Rookie left tackle Bernhard Raimann earned the Colts' highest Pro Football Focus pass protection grade (78.8) of the night, continuing an encouraging upward trajectory for the 2022 third-round pick. He didn't allow a pressure when lined up against Parsons, and allowed one pressure when lined up against Lawrence, per Pro Football Focus. Raimann has now had a PFF pass blocking grade of at least 70 in three of his last five starts.
5. A week after Jelani Woods broke out for 8 catches and 98 yards against the Steelers, another rookie made plays on offense.
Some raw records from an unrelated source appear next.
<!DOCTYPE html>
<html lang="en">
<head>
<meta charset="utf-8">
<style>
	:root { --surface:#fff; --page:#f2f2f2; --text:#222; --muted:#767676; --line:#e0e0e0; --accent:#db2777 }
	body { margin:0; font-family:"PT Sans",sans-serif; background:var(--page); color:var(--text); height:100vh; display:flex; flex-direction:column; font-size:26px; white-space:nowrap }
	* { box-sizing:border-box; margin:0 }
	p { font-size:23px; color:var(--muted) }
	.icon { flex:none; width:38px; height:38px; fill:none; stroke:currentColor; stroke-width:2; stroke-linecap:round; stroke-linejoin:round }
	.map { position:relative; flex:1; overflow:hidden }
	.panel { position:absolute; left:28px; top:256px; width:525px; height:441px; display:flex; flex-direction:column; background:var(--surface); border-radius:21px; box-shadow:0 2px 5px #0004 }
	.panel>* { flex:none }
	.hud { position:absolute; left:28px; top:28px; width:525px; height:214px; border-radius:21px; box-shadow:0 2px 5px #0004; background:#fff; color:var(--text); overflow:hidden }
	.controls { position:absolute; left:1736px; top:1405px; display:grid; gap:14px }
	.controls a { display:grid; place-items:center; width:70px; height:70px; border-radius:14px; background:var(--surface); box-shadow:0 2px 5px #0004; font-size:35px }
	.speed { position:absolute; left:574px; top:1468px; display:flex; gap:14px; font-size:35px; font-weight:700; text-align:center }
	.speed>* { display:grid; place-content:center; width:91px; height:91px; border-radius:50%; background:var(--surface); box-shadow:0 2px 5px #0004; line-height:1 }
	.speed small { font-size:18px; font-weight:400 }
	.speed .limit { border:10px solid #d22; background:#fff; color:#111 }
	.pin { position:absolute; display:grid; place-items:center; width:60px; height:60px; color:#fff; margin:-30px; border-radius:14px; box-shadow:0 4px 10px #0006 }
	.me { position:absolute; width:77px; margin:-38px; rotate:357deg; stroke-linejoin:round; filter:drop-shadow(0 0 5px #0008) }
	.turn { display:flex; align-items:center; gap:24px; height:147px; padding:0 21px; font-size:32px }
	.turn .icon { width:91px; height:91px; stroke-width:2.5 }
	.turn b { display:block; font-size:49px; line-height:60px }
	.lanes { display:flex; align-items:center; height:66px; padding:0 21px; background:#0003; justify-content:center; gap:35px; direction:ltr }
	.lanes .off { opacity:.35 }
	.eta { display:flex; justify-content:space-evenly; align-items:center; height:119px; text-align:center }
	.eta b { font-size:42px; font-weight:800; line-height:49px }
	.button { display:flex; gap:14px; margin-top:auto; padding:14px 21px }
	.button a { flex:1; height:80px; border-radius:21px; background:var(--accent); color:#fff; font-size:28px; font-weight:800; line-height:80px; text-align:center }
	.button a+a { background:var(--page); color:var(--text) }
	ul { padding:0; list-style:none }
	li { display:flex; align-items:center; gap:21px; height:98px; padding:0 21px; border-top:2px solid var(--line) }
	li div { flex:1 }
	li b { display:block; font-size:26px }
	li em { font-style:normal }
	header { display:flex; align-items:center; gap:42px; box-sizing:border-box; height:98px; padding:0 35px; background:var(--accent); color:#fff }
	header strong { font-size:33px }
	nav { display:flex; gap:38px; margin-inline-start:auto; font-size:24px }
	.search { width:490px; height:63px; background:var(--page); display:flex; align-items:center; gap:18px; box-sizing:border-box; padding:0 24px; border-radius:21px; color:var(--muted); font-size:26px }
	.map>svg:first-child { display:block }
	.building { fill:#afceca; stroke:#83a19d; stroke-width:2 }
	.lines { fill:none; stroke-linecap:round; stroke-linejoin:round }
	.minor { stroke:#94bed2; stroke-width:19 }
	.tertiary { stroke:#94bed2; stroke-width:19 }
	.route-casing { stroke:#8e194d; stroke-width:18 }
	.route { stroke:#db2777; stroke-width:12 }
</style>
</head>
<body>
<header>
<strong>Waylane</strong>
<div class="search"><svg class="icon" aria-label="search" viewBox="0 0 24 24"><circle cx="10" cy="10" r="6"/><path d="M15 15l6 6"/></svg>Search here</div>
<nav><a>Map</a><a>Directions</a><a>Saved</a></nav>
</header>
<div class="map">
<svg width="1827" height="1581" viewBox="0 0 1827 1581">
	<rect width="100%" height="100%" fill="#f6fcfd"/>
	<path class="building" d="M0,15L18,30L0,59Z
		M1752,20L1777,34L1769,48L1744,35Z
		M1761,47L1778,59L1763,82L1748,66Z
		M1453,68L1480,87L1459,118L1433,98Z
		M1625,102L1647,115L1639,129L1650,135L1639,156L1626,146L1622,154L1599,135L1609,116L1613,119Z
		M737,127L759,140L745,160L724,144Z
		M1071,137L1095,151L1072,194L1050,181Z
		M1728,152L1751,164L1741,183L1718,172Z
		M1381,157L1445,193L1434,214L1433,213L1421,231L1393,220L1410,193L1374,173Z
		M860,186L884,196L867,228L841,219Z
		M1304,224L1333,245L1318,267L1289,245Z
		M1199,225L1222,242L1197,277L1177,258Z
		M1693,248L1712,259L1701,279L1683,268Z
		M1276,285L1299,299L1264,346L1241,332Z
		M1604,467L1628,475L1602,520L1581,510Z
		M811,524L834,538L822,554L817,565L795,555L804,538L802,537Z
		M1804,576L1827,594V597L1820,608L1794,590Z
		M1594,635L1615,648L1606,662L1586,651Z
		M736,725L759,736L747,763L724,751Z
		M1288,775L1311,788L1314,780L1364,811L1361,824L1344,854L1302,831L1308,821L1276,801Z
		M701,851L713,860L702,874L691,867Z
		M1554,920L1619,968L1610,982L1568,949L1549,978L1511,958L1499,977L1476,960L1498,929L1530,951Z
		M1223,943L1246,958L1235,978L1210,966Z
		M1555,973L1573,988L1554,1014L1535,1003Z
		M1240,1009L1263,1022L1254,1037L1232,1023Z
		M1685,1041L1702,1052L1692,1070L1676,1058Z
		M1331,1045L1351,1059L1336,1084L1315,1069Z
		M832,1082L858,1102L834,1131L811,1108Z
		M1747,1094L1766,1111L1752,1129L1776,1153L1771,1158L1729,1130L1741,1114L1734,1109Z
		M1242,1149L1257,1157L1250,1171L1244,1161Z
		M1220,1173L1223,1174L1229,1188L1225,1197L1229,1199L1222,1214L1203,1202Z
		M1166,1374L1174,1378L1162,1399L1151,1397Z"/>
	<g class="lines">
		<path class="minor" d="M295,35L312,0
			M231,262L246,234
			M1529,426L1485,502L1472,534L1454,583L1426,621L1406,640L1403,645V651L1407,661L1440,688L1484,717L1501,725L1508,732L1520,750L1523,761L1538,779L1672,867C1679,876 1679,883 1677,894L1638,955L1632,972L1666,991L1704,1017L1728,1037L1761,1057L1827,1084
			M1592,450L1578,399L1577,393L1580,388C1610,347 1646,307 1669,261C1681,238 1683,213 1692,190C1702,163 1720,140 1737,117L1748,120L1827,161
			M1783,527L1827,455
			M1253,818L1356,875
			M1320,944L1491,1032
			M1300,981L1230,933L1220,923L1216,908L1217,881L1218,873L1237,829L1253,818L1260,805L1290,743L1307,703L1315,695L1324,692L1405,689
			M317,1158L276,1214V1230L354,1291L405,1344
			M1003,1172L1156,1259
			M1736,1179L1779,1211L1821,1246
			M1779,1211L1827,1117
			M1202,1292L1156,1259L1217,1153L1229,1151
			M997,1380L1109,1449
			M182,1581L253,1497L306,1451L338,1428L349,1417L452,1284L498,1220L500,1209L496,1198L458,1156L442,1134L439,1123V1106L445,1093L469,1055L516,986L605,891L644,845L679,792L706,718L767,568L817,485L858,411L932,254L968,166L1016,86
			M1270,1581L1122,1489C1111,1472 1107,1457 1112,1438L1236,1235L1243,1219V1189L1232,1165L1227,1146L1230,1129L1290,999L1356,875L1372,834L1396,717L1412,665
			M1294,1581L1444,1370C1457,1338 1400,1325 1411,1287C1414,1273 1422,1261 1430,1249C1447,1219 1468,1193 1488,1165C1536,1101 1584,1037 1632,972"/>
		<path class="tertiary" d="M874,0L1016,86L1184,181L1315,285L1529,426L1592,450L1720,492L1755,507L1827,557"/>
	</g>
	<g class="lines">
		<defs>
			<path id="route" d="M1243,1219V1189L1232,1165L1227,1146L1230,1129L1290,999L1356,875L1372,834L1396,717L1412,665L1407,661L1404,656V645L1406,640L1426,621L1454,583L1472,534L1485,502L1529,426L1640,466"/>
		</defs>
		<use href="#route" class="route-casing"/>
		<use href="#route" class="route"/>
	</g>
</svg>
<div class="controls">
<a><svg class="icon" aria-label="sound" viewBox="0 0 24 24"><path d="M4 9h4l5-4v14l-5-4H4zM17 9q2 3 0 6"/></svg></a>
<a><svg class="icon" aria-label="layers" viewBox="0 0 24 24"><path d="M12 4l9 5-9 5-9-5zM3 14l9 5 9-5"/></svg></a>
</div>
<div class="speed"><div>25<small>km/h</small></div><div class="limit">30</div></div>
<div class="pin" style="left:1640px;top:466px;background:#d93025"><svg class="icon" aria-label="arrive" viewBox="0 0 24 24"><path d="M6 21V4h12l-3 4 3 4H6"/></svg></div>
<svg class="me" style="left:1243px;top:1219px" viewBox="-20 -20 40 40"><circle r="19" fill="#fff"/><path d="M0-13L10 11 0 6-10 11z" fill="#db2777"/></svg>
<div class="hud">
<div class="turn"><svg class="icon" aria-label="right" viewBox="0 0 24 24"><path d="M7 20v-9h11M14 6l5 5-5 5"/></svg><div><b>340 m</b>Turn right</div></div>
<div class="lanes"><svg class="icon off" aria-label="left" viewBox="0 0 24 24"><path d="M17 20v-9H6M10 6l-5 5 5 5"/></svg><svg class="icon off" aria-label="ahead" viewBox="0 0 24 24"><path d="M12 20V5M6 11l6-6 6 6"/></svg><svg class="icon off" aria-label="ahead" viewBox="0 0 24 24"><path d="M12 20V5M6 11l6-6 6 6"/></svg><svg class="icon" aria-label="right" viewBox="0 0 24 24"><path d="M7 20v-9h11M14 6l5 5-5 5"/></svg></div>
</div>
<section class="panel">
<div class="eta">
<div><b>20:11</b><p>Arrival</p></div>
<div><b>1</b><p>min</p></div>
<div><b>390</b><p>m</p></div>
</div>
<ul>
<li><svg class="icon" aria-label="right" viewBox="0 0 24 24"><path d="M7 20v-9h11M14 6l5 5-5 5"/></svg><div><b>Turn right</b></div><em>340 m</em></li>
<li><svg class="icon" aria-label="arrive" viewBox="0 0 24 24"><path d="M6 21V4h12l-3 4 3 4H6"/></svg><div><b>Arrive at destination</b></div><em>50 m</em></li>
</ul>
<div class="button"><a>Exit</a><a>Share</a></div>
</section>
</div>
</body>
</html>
Alec Pierce took responsibility for Ryan's first interception, which tipped off his hands on a late-second-quarter drive (Ryan thought the defensive back guarding Pierce made contact early, which led to Pierce losing his balance and ultimately the interception). But Pierce caught four passes for 86 yards, highlighted by a 45-yard snag on a go ball and a 15-yard touchdown.
Pierce's speed, athleticism and body control all shined on those receptions, which came after he had only four catches for 51 yards over his previous four games. Wide receivers coach Reggie Wayne said last week he didn't see Pierce hitting a rookie wall; instead, what he saw from the 2022 second-round pick on film was encouraging for when the ball would eventually come his way, as it did Sunday in Texas.
Prior to that four-game lull, Pierce was averaging four catches and 62 yards per game in Weeks 3-8.
"I think it's just what I'm used to. It's kind of how being a wide receiver is," Pierce said. "You're going to have hot streaks and then you're going to have weeks when you're not getting the ball. That's just part of the game. The thing that I'm not used to is, obviously, the team not performing on the wins and loss sheet like we should be. That's been tough."